Cricket and Football Field - Saturday 04 January 1908
The visitors to Everton commenced operations but were early repulsed, and Hewitt was called upon in the first minute by Rafferty and Jones, Booth also sent in a stinging shot, which just missed. Horrocks tried his luck, but shot wide.  Chetwood sent in a lovely centre, which Mason turned into the net.  Atherton had several chances to equaliser before the interval, but failed when near goal.  Half-time; Everton 1, Atherton 0.  Full time; Everton Reserves 1, Atherton 0. 

January 6, 1908. The Liverpool Courier.
Despite the fog Everton's League game with Manchester City was fought to a finish, and ended disastrously for the Goodison club seeing that the "Blues" were beaten by four goals to two. The referee, of course, is the judge as to whether the atmospheric conditions are fit for football. Mr. A. J. Barker, of Hanley, who was the gentleman appointed to officiate at Hyde-road, is known as a strong referee. He evidently intended that there would be no postponement of last Saturday's fixture if play was at all possible. In the view of many competent judges the fog was so dense that the game ought never to have been commenced. Mr. Barker, however, could follow the play, and so long as that was the case doubtless he was justified in keeping the player at it. At the same time it was all very farcical. It was quite impossible for a spectators in whatever part of the enclosure he might be to follow the play. Those on the grand stand only had an occasional glimpse of either goal end, for the greater part of the ninety minutes neither was visible.

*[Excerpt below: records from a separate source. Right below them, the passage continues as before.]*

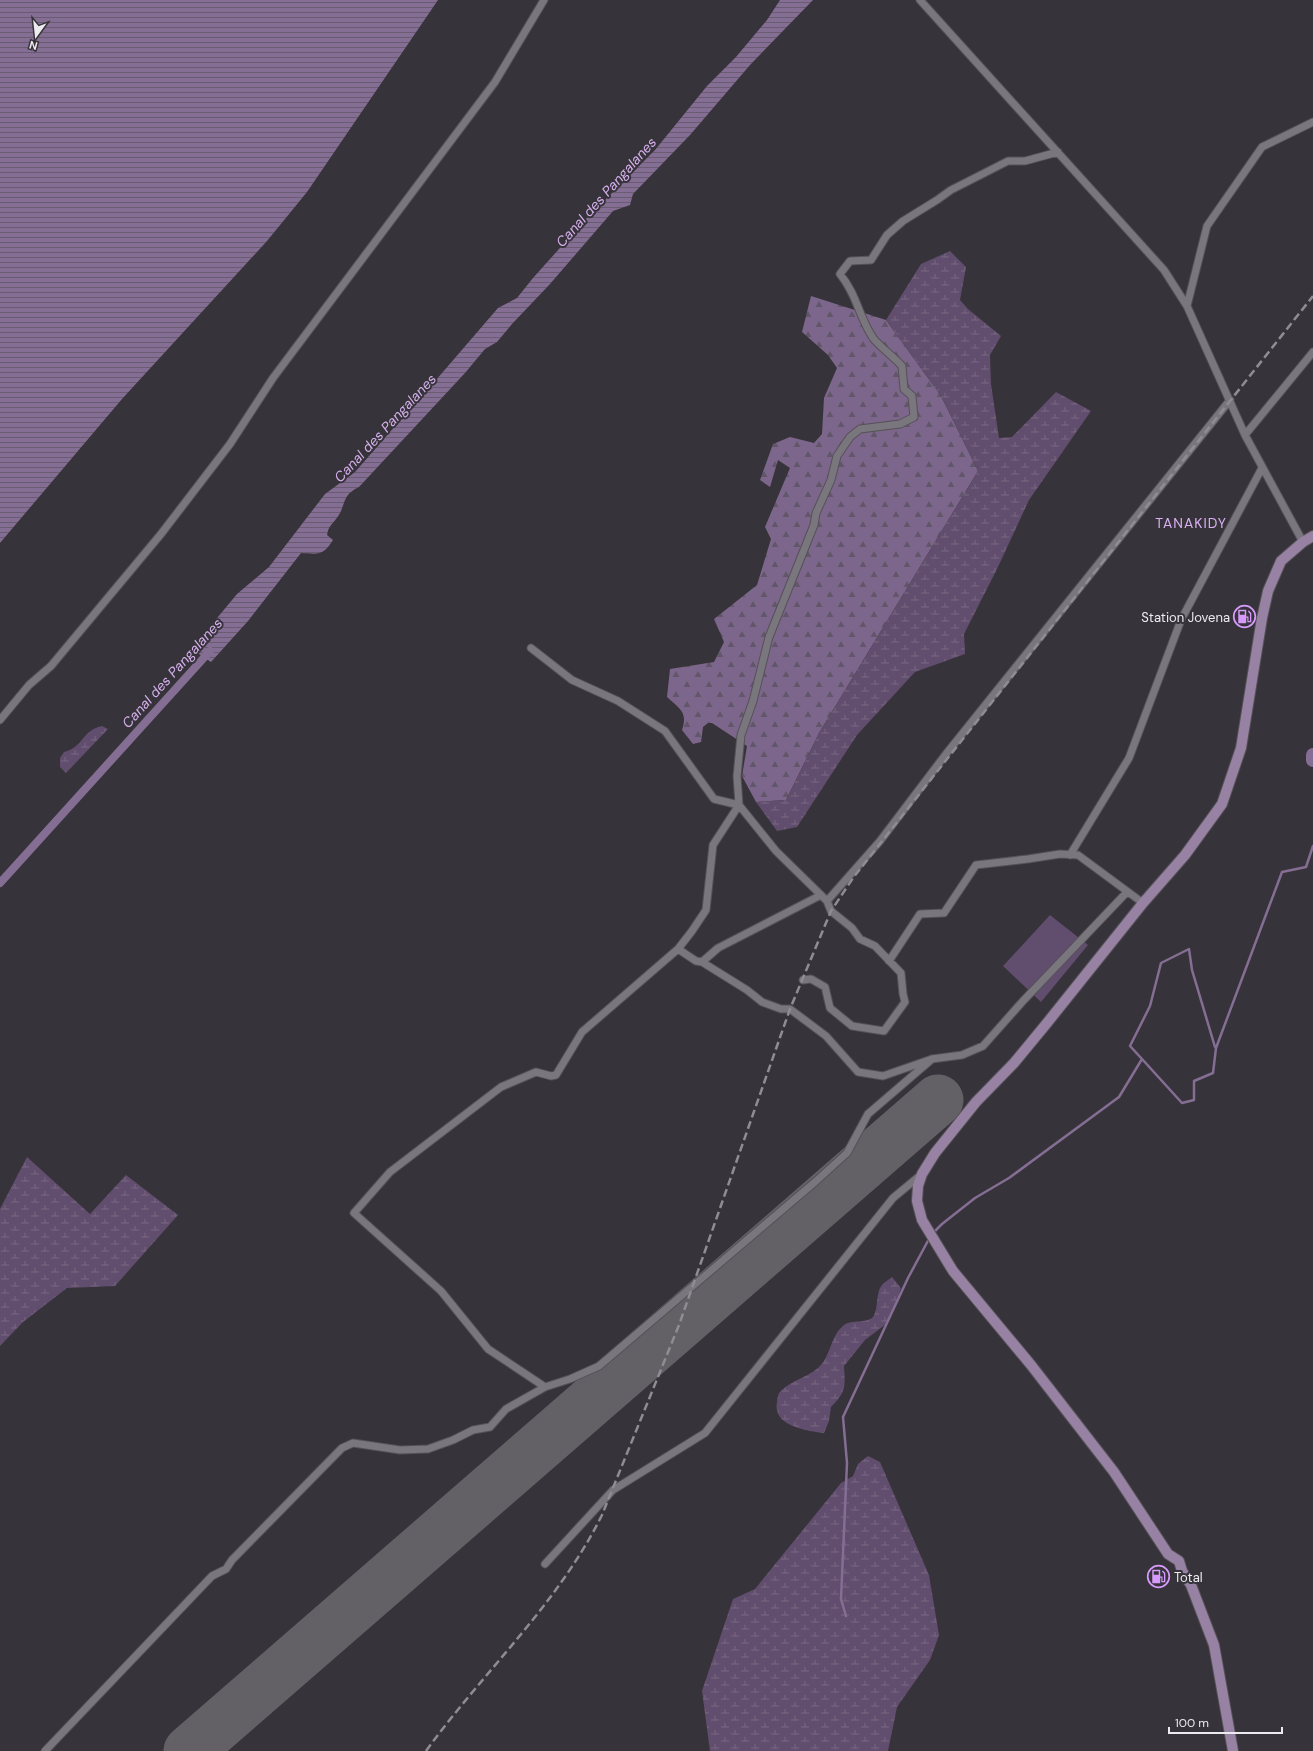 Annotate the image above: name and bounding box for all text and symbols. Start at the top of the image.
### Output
north arrow [16,16,56,56]
text: N [28,38,39,53]
water label: Canal des Pangalanes [552,133,660,251]
water label: Canal des Pangalanes [330,370,440,486]
district label: TANAKIDY [1155,514,1227,532]
fuel station icon: Station Jovena [1232,604,1258,630]
place label: Station Jovena [1141,609,1230,626]
water label: Canal des Pangalanes [118,614,226,732]
fuel station icon: Total [1145,1564,1171,1590]
place label: Total [1174,1569,1203,1586]
scale bar [1169,1709,1282,1735]
text: 100 m [1175,1715,1209,1731]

Now and again when the ball was in midfield the players were in sight, but one's idea of the game had to be derived from the cheers and shouts of the spectators.

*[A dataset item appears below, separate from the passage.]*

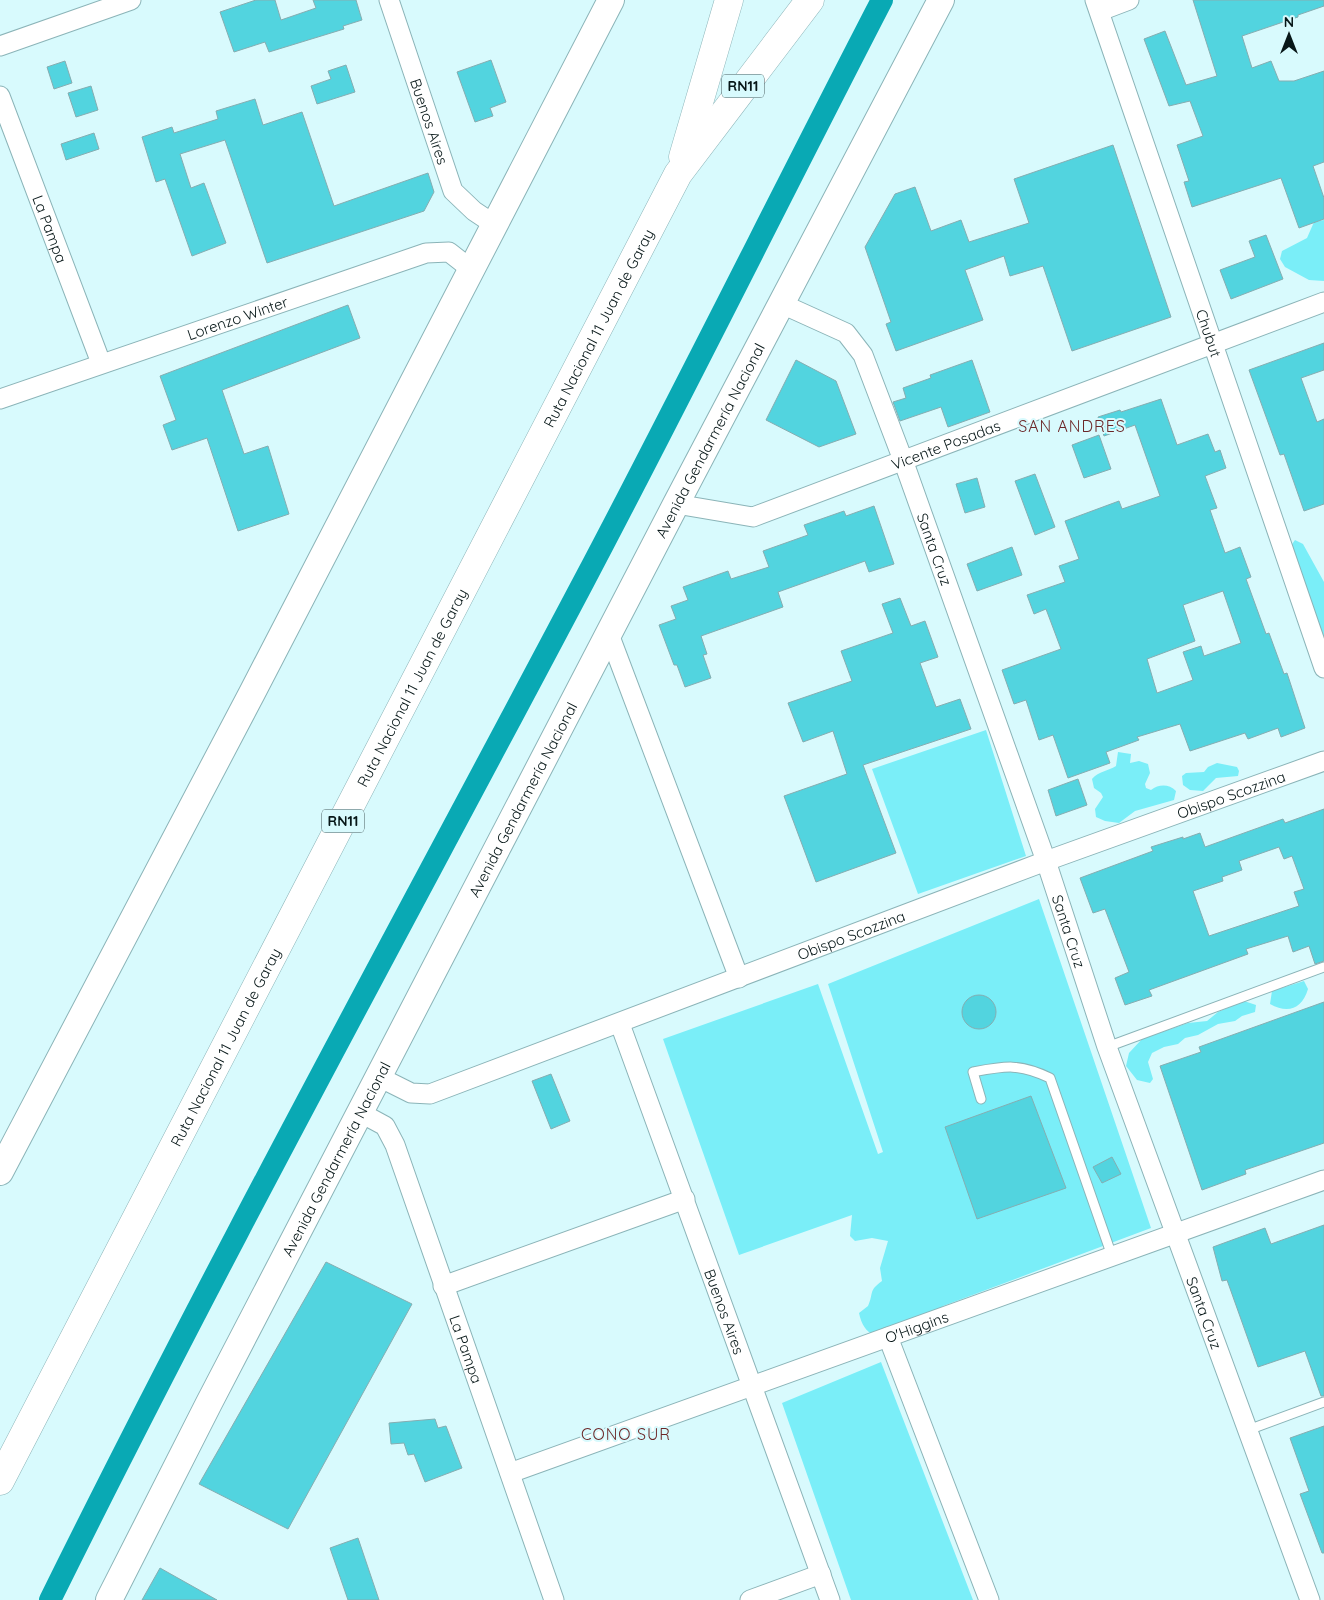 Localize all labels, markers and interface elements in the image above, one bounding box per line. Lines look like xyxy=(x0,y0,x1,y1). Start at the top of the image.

Under the circumstances it would be absurd to attempt to give anthing like a description of the play. Generally speaking the first half was all in favour of Manchester City, at any rate, the ball was in Everton's half for something like 30 out of the 45 points. Moreover three goals fell to the City representatives. How they were scored only those in the vicinity of Scott could tell. Inquires however, elicited the information that first Grieve, then Conlin, and afterwards Ross defeated the Everton custodian, the efforts of the two last-named players being described as brilliant. Through there were cries of "play on," the teams had their usual rest at the interval, and it was during this period that Mr. Barker expressed his determination, if the fog became no worse, to have the game finished. And finish it he did.

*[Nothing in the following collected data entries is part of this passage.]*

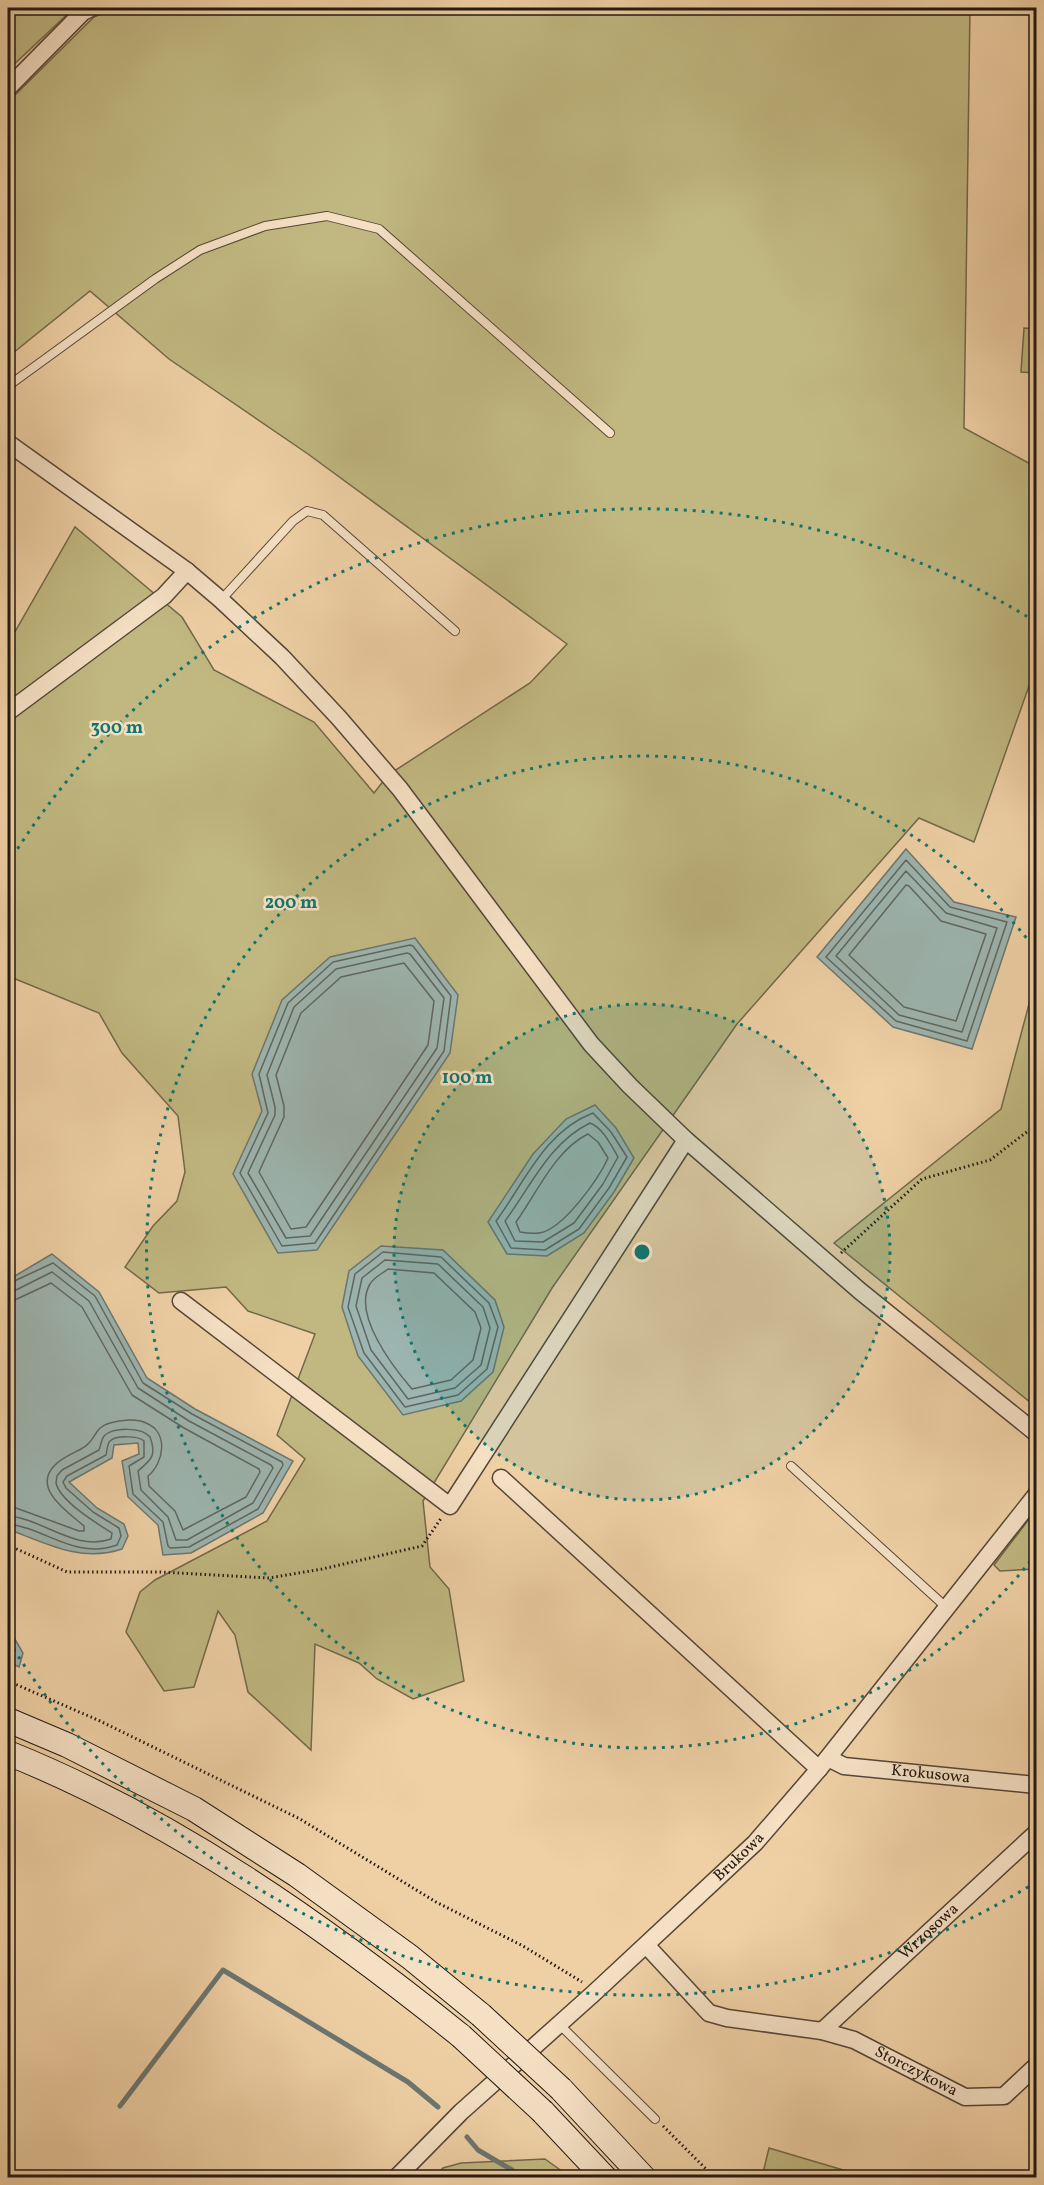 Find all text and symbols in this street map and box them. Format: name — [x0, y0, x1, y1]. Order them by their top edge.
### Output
text: 300 m — [91, 716, 143, 741]
text: 200 m — [265, 891, 317, 916]
text: 100 m — [442, 1066, 492, 1091]
centre of rings — [632, 1242, 652, 1262]
street label: Krokusowa — [890, 1760, 971, 1789]
street label: Brukowa — [709, 1828, 770, 1887]
street label: Wrzosowa — [895, 1899, 964, 1965]
street label: Storczykowa — [870, 2041, 961, 2102]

Grive placed the City further ahead, and then, apparently with every prospect of the full ninety minutes being played, the Everton representatives put forth an effort. It came too late, for although Bolton and Taylor were credited with goals, the latter's being in the last minute of the game, Manchester City ran out winners by four goals to two. Of course criticism of the players is out of the question. For the most part they were mere phantous. The defence had plenty of work thrown upon them by the dashing City front line. During the first half particularly it struck me as if the visiting side did not regard the game seriously, and certainly few ever expected that it would be finished. It was when they realised Mr. Barker's intention that the Evertonians seemed to pull themselves together, and those who were near the City goal during the last quarter of an hour spoke highly of the work shown by the Everton front line. It may be mentioned that in the absence of Harold Hardman owing to injury, Winterhalmer appeared at outside left, while Adamson was the right half-back and R. balmer resumed in his old place as left back. Let us hope that few League games will ever be played under such conditions as were experienced last Saturday. Teams: - Manchester City: - Smith, P. Hill, and Buchan, backs, Eadie, Ross and Stewart, half-backs, Wood, Grieve, Conlin, Jones, and Lilliog, forwards. Everton: - Scott, goals, Stevenson, and R. Balmer, backs, Adamson, Taylor (Captain), and Makepeace, half-backs, Donnachie, Boltoin, Young, Mountford, and Winetrhalmer, forwards. Referee A.J.Barker.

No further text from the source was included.